Some people think that just because they have bad credit they can’t refinance their mortgage. Well, think again. Refinancing helps you replace an old loan by paying it off with a new one and you can qualify for a refinance if you file for bankruptcy. You will however, pay a much higher interest rate than the ones advertised by the banks. Research carried out by a smart asset shows that there are a few ways in which you can refinance even if you have poor credit. Here are a few of them:
Create an Attractive Application
Low credit scores always prove dangerous to lenders. Highlighting qualities that show you’re responsible such as a stable source of income, having plenty of savings in your bank account and in case of an emergency fund, you’ll have the means to repay your loan, will increase the chances of getting a refinance faster.
Get Yourself a Cosigner
A cosigner is accountable for the loan and must sign all the vital documents needed to secure the loan. People with poor credit need to get a cosigner for them to qualify for better interest rates.

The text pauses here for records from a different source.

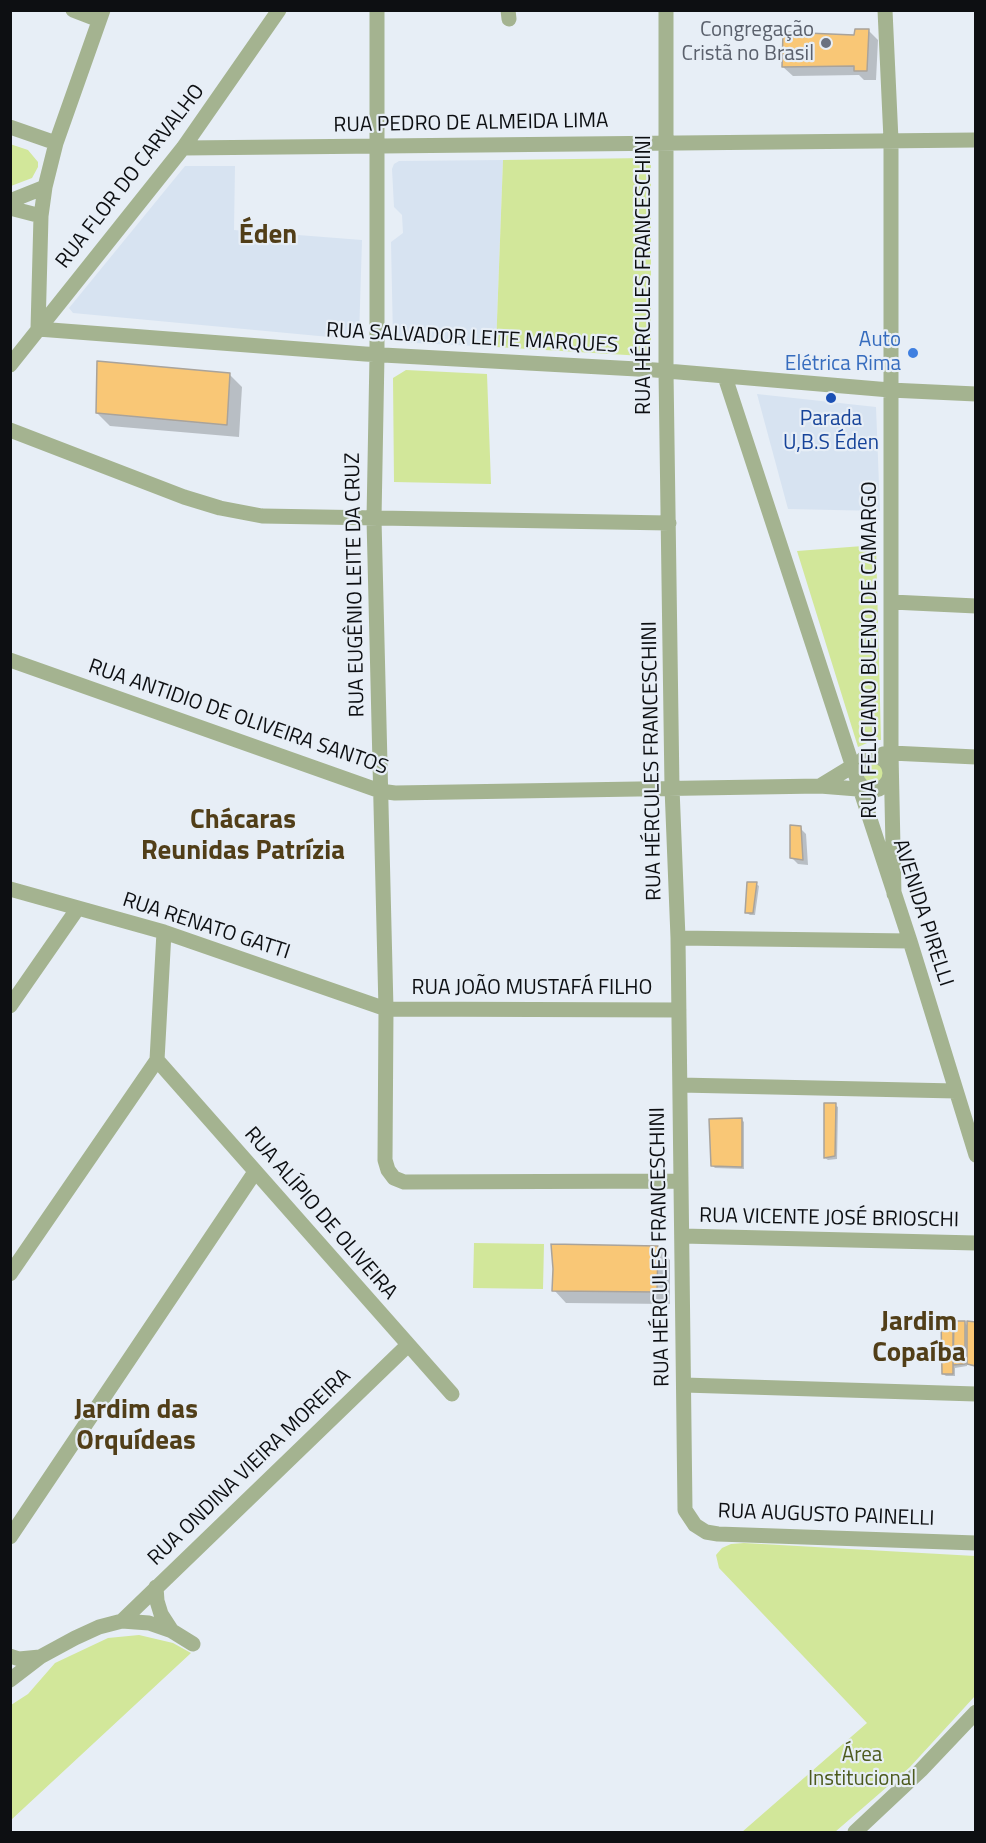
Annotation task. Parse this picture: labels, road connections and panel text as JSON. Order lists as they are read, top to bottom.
{
  "streets": {
    "street": [
      "RUA PEDRO DE ALMEIDA LIMA",
      "RUA FLOR DO CARVALHO",
      "RUA HÉRCULES FRANCESCHINI",
      "RUA SALVADOR LEITE MARQUES",
      "RUA EUGÊNIO LEITE DA CRUZ",
      "RUA FELICIANO BUENO DE CAMARGO",
      "RUA ANTIDIO DE OLIVEIRA SANTOS",
      "AVENIDA PIRELLI",
      "RUA RENATO GATTI",
      "RUA JOÃO MUSTAFÁ FILHO",
      "RUA ALÍPIO DE OLIVEIRA",
      "RUA VICENTE JOSÉ BRIOSCHI",
      "RUA ONDINA VIEIRA MOREIRA",
      "RUA AUGUSTO PAINELLI"
    ]
  },
  "crossings": [
    ["RUA PEDRO DE ALMEIDA LIMA", "RUA FLOR DO CARVALHO"],
    ["RUA PEDRO DE ALMEIDA LIMA", "RUA HÉRCULES FRANCESCHINI"],
    ["RUA PEDRO DE ALMEIDA LIMA", "RUA EUGÊNIO LEITE DA CRUZ"],
    ["RUA PEDRO DE ALMEIDA LIMA", "RUA FELICIANO BUENO DE CAMARGO"],
    ["RUA FLOR DO CARVALHO", "RUA SALVADOR LEITE MARQUES"],
    ["RUA HÉRCULES FRANCESCHINI", "RUA SALVADOR LEITE MARQUES"],
    ["RUA HÉRCULES FRANCESCHINI", "RUA EUGÊNIO LEITE DA CRUZ"],
    ["RUA HÉRCULES FRANCESCHINI", "RUA ANTIDIO DE OLIVEIRA SANTOS"],
    ["RUA HÉRCULES FRANCESCHINI", "RUA JOÃO MUSTAFÁ FILHO"],
    ["RUA HÉRCULES FRANCESCHINI", "RUA VICENTE JOSÉ BRIOSCHI"],
    ["RUA HÉRCULES FRANCESCHINI", "RUA AUGUSTO PAINELLI"],
    ["RUA SALVADOR LEITE MARQUES", "RUA EUGÊNIO LEITE DA CRUZ"],
    ["RUA SALVADOR LEITE MARQUES", "RUA FELICIANO BUENO DE CAMARGO"],
    ["RUA SALVADOR LEITE MARQUES", "AVENIDA PIRELLI"],
    ["RUA EUGÊNIO LEITE DA CRUZ", "RUA ANTIDIO DE OLIVEIRA SANTOS"],
    ["RUA EUGÊNIO LEITE DA CRUZ", "RUA RENATO GATTI"],
    ["RUA EUGÊNIO LEITE DA CRUZ", "RUA JOÃO MUSTAFÁ FILHO"],
    ["RUA FELICIANO BUENO DE CAMARGO", "AVENIDA PIRELLI"],
    ["RUA ANTIDIO DE OLIVEIRA SANTOS", "AVENIDA PIRELLI"],
    ["RUA RENATO GATTI", "RUA JOÃO MUSTAFÁ FILHO"],
    ["RUA ALÍPIO DE OLIVEIRA", "RUA ONDINA VIEIRA MOREIRA"]
  ],
  "districts": [
    "Éden",
    "Chácaras Reunidas Patrízia",
    "Jardim Copaíba",
    "Jardim das Orquídeas"
  ],
  "parks": ["Área Institucional"],
  "places": ["Congregação Cristã no Brasil", "Auto Elétrica Rima", "Parada U,B.S Éden"]
}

Apply for a FHA Streamline Refinance
If you choose to have a loan through the Federal Housing Administration, you may qualify for an FHA streamline refinance. Their program allows owners to refinance without having a credit check or having to provide income certification. For one to qualify, you must have concrete reasons for the refinance and your existing mortgage payments must be up to date.
Choose to Shop Around
Comparing several mortgage lenders can be the best way to lock in the lowest interest rate if you’re wondering how to refinance your mortgage with bad credit. There are different lenders out there and you might just be lucky enough to get yourself one who deals with less than perfect credit. Compare different lenders by asking about your interest rate, the type of loan the lender claims you’re eligible to, closing costs plus any additional fees.
Refinancing can be hard for those with bad credit but we have seen that it’s not impossible. The good thing about it is that once you prove to the lenders that you can at least pay the money in case of an emergency, then you’ll be a step closer in getting a mortgage refinance.